Poor Outcome after Severe Masculinization among 46,XX Individuals with Congenital Adrenal Hyperplasia: Five initially Assignment as Male, Reassigned Female after Diagnosis
Ubirajara Barroso Jr, Chief, Head, Professor1, Eliakim Massuqueto, Postgraduation1, Bruna Venturini, Post graduation1, Collin Jones, Undergraduation2, Peter Lee, PhD, Professor3.
1CEDIMI, Salvador, Brazil, 2University of Rochester, Rochester, NY, USA, 3Division of Pediatric Endocrinology, Penn State Hershey Medical Center, Hershey, PA, USA.

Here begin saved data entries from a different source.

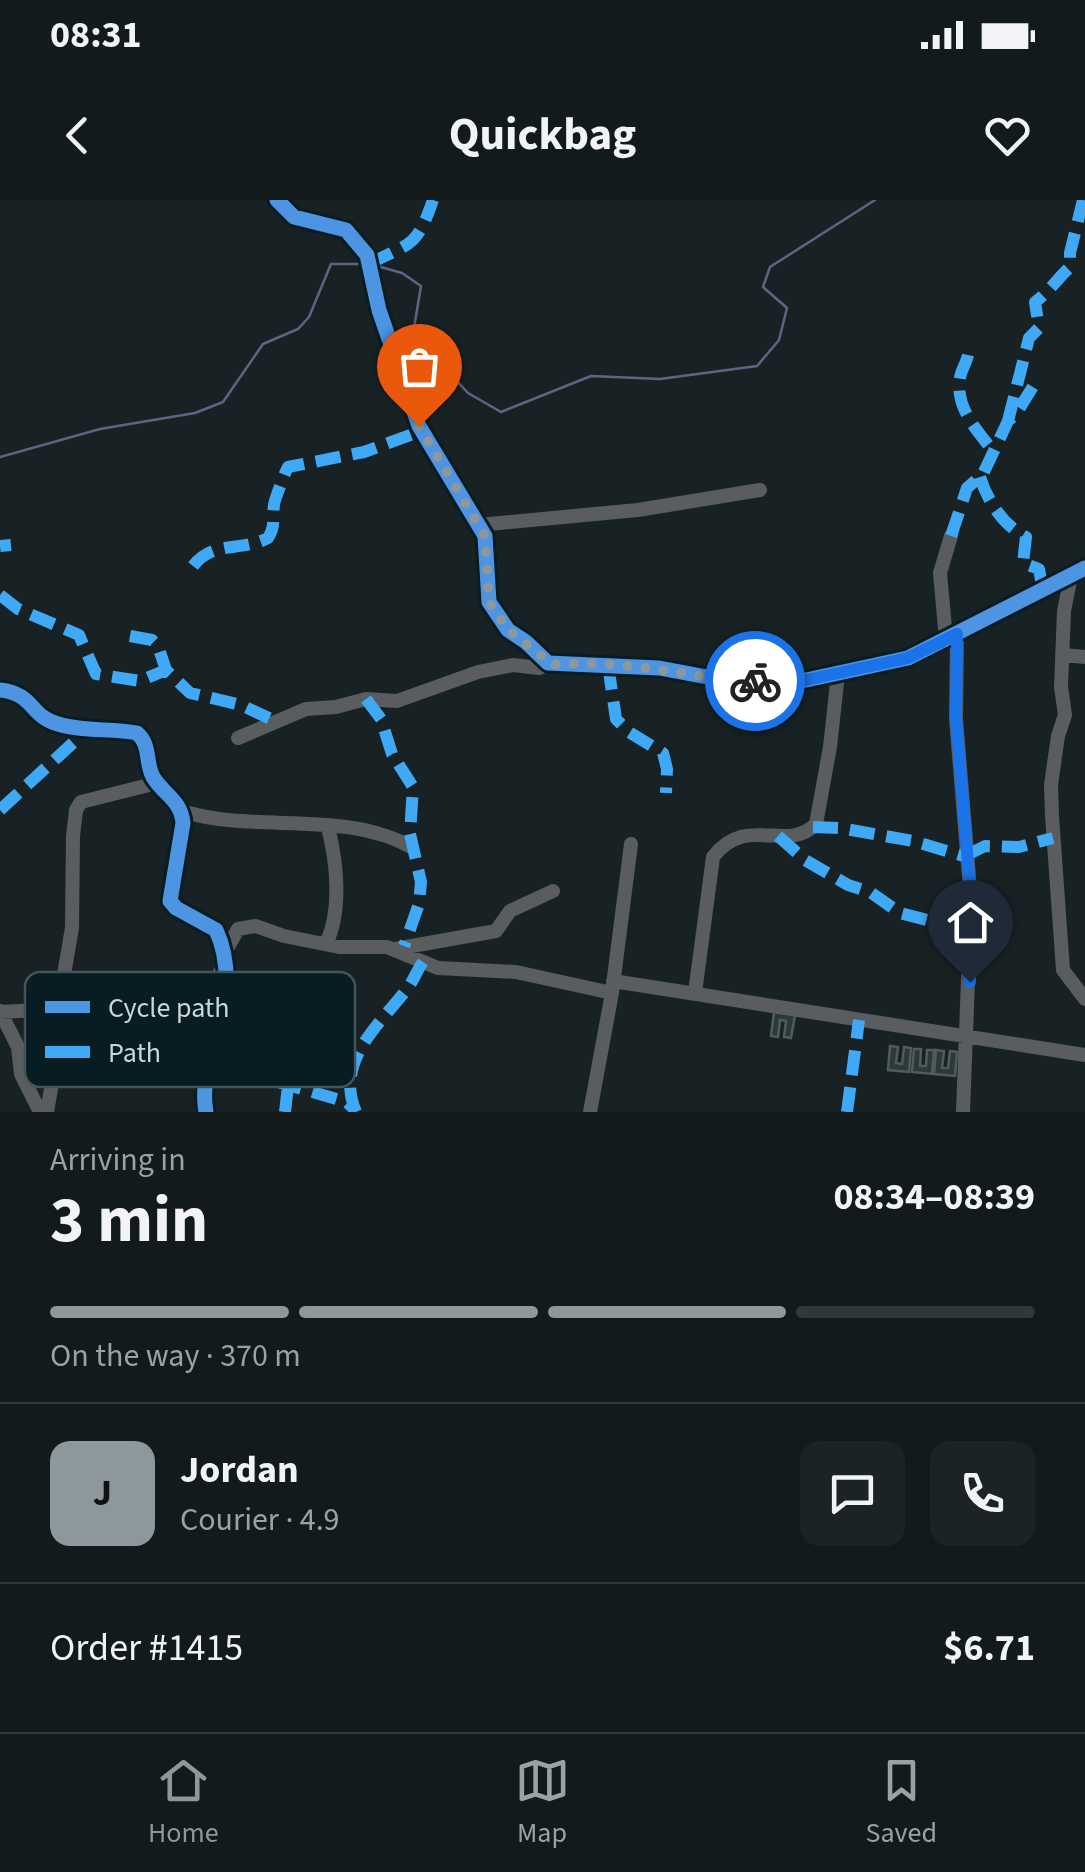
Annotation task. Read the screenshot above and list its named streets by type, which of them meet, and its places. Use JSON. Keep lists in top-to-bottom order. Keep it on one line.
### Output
{"legend":["Cycle path","Path"],"page":{"status":"08:31","header":"Quickbag","heading":["3 min","Arriving in","08:34–08:39"],"panel":["Jordan","Courier · 4.9","Order #1415","$6.71"],"bar":"On the way · 370 m","round":"J","tabs":["Home","Map","Saved"]}}
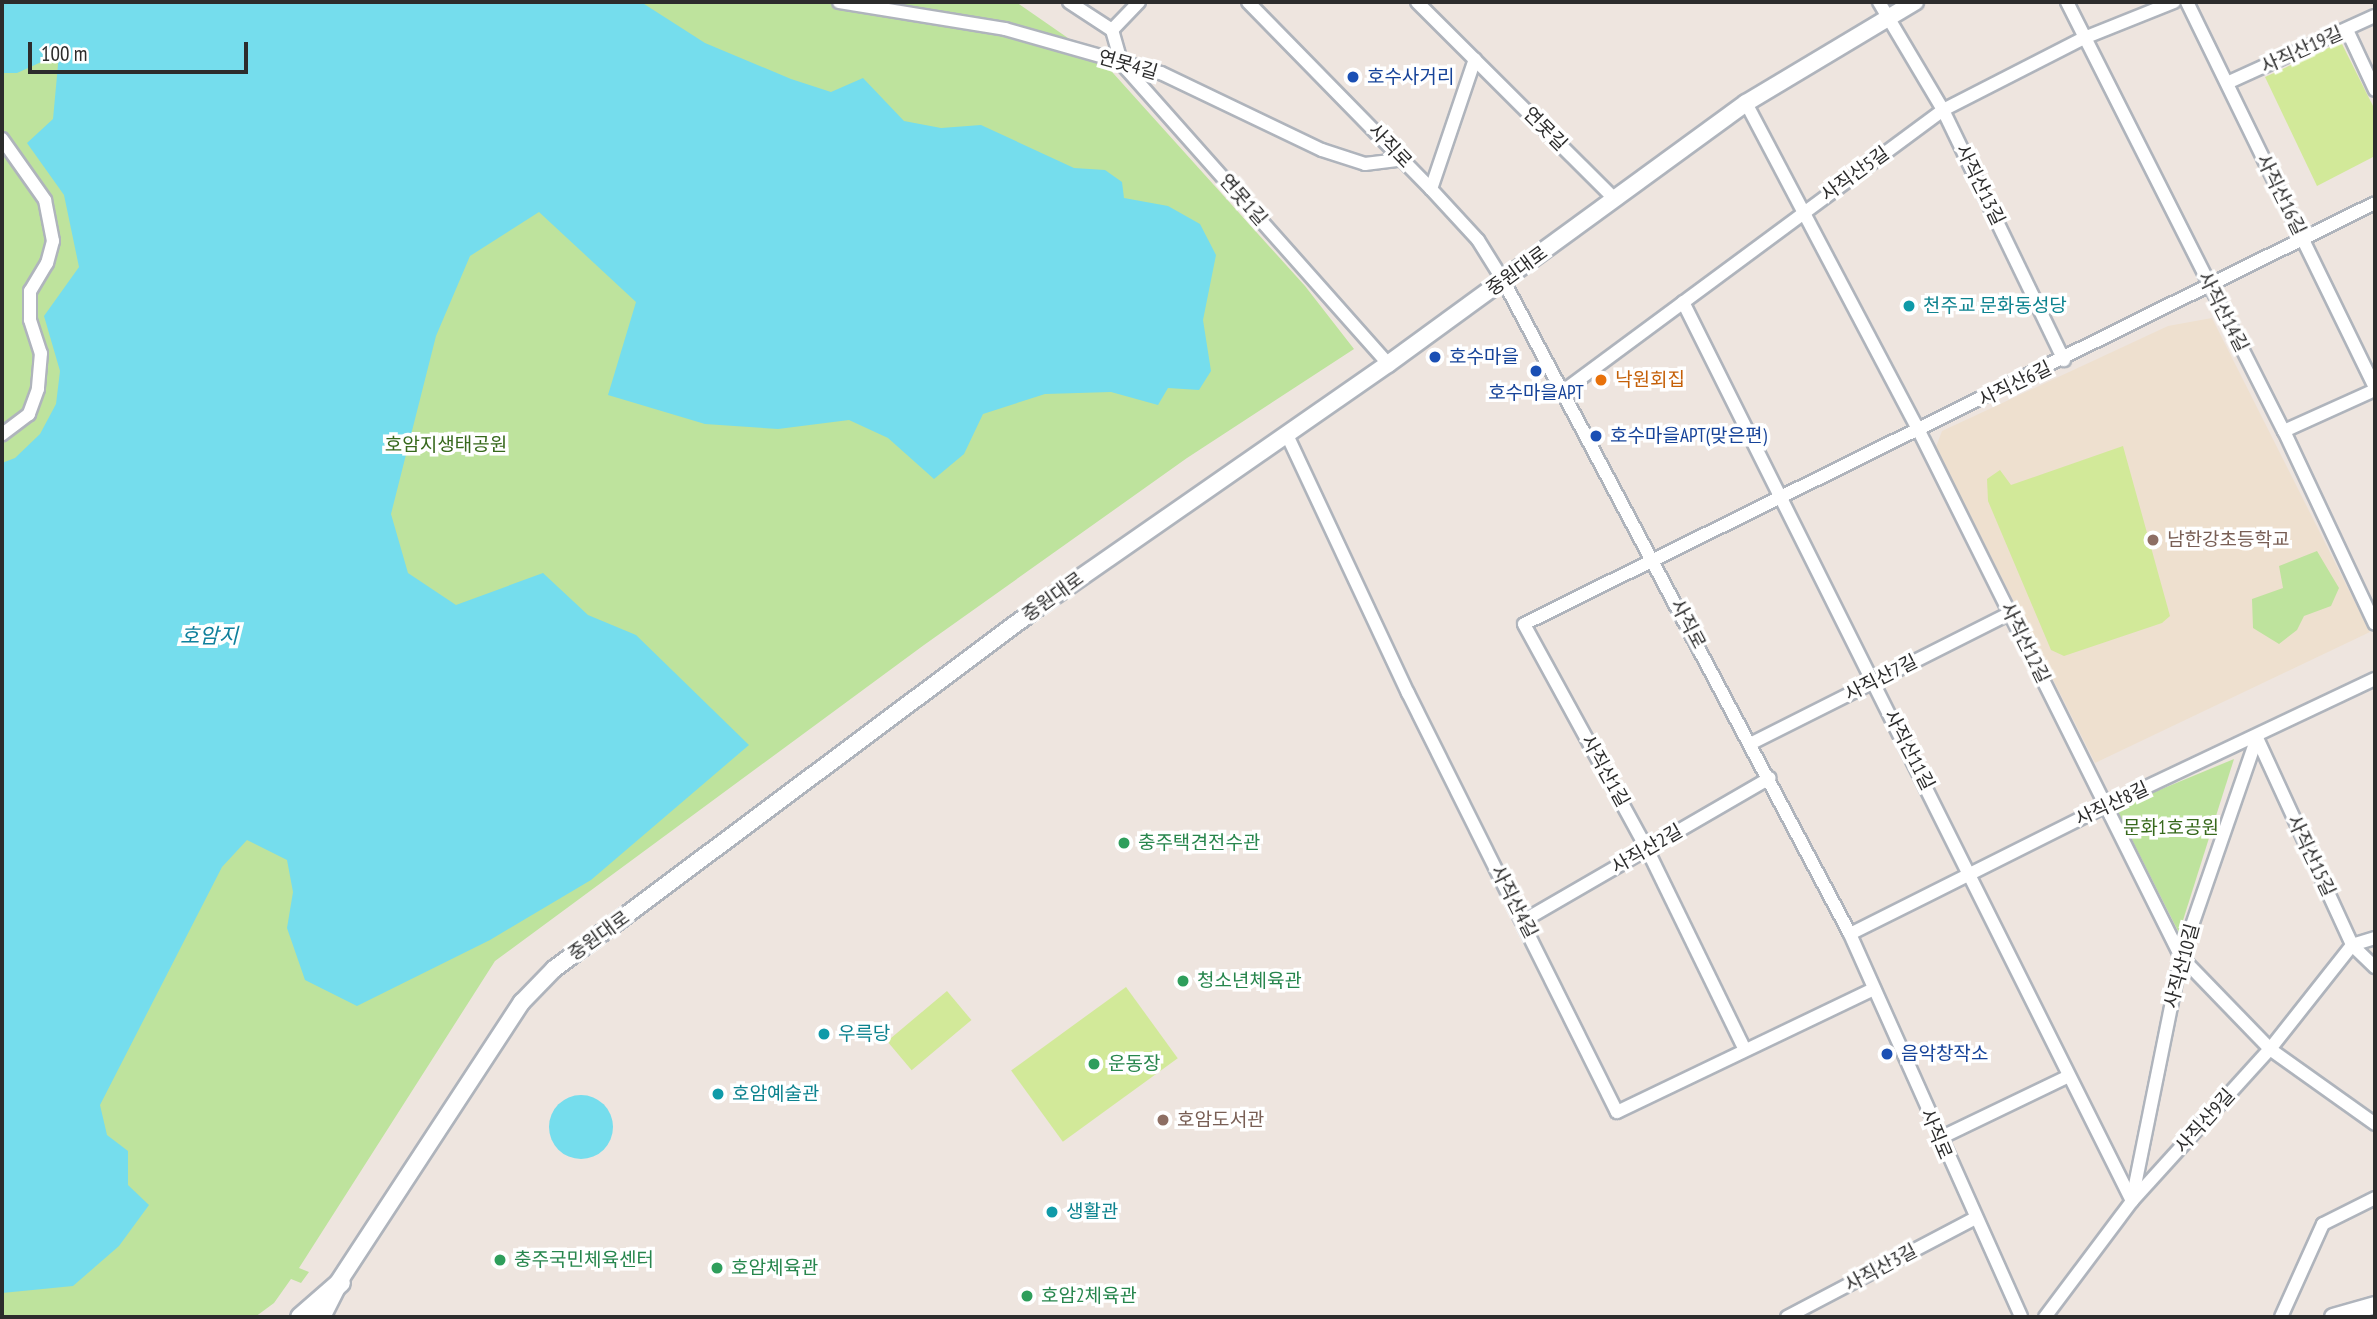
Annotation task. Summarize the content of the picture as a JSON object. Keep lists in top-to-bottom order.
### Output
{
  "streets": {
    "street": [
      "사직산19길",
      "연못4길",
      "연못길",
      "사직로",
      "사직산5길",
      "사직산13길",
      "사직산16길",
      "연못1길",
      "중원대로",
      "사직산14길",
      "사직산6길",
      "사직산12길",
      "사직산7길",
      "사직산11길",
      "사직산1길",
      "사직산8길",
      "사직산2길",
      "사직산15길",
      "사직산4길",
      "사직산10길",
      "사직산9길",
      "사직산3길"
    ]
  },
  "crossings": [
    ["사직산19길", "사직산16길"],
    ["연못4길", "사직로"],
    ["연못4길", "연못1길"],
    ["연못길", "중원대로"],
    ["사직로", "사직산5길"],
    ["사직로", "중원대로"],
    ["사직로", "사직산6길"],
    ["사직로", "사직산7길"],
    ["사직로", "사직산1길"],
    ["사직로", "사직산8길"],
    ["사직로", "사직산2길"],
    ["사직로", "사직산4길"],
    ["사직로", "사직산3길"],
    ["사직산5길", "사직산13길"],
    ["사직산5길", "사직산14길"],
    ["사직산5길", "사직산12길"],
    ["사직산5길", "사직산11길"],
    ["사직산13길", "중원대로"],
    ["사직산13길", "사직산6길"],
    ["사직산16길", "사직산6길"],
    ["연못1길", "중원대로"],
    ["중원대로", "사직산12길"],
    ["중원대로", "사직산4길"],
    ["사직산14길", "사직산6길"],
    ["사직산6길", "사직산12길"],
    ["사직산6길", "사직산11길"],
    ["사직산6길", "사직산1길"],
    ["사직산12길", "사직산7길"],
    ["사직산12길", "사직산8길"],
    ["사직산12길", "사직산10길"],
    ["사직산12길", "사직산9길"],
    ["사직산7길", "사직산11길"],
    ["사직산11길", "사직산8길"],
    ["사직산11길", "사직산10길"],
    ["사직산11길", "사직산9길"],
    ["사직산1길", "사직산2길"],
    ["사직산1길", "사직산4길"],
    ["사직산8길", "사직산15길"],
    ["사직산8길", "사직산10길"],
    ["사직산2길", "사직산4길"],
    ["사직산15길", "사직산10길"],
    ["사직산15길", "사직산9길"],
    ["사직산10길", "사직산9길"]
  ],
  "water": ["호암지"],
  "parks": ["호암지생태공원", "문화1호공원"],
  "places": [
    "호수사거리",
    "천주교 문화동성당",
    "호수마을",
    "호수마을APT",
    "낙원회집",
    "호수마을APT(맞은편)",
    "남한강초등학교",
    "충주택견전수관",
    "청소년체육관",
    "우륵당",
    "음악창작소",
    "운동장",
    "호암예술관",
    "호암도서관",
    "생활관",
    "충주국민체육센터",
    "호암체육관",
    "호암2체육관"
  ],
  "scale_bar": "100 m"
}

Background: 46, XX infants with classical Congenital Adrenal Hyperplasia (CAH) (21-hydroxylase and 11-hydroxlase deficiency) typically present with virilization of the external genitalia. Unfortunately, over the decades, the long-term outcome of the higher virilized CAH patients raised females regarding sexual function, fertility and gender conformity has not been satisfactory. The lack of outcome data for these genetic females born with severe masculinization raised male vs female has resulted in controversy regarding gender assignment whether diagnosed in the neonatal period or initially registered as males. Therefore, the objective of the present study was to show provide outcome in 5 adult females with CAH and karyotype 46, XX, who were born highly virilized, registered as male at birth then reassigned to female. Methods: The medical records of 93 patients diagnosed with 46,XX CAH from a single center were reviewed and 5 were identified who are 18 years old or older who were born with Prader IV or V genitalia and registered as male at birth and subsequently reassigned female. A self-administered questionnaire was used for assessment of gender perception and satisfaction. A history of sexual activity was obtained. Results. The data of 5 study subjects, now 18 to 37 years of age, who were initially assigned male, show three of these participants responded that they feel "female", two both "male and female", one participant replied that she is only "part of the time" happy, and four women indicated that they were sexually attracted to men only, but the 4 had had no sexual activity with anyone. Conclusion. Among these 5, there are important concerns regarding gender identity, QoL, sexual life and fertility potential. Raising highly virilized 46,XX patients with CAH as males may be associated with better outcomes.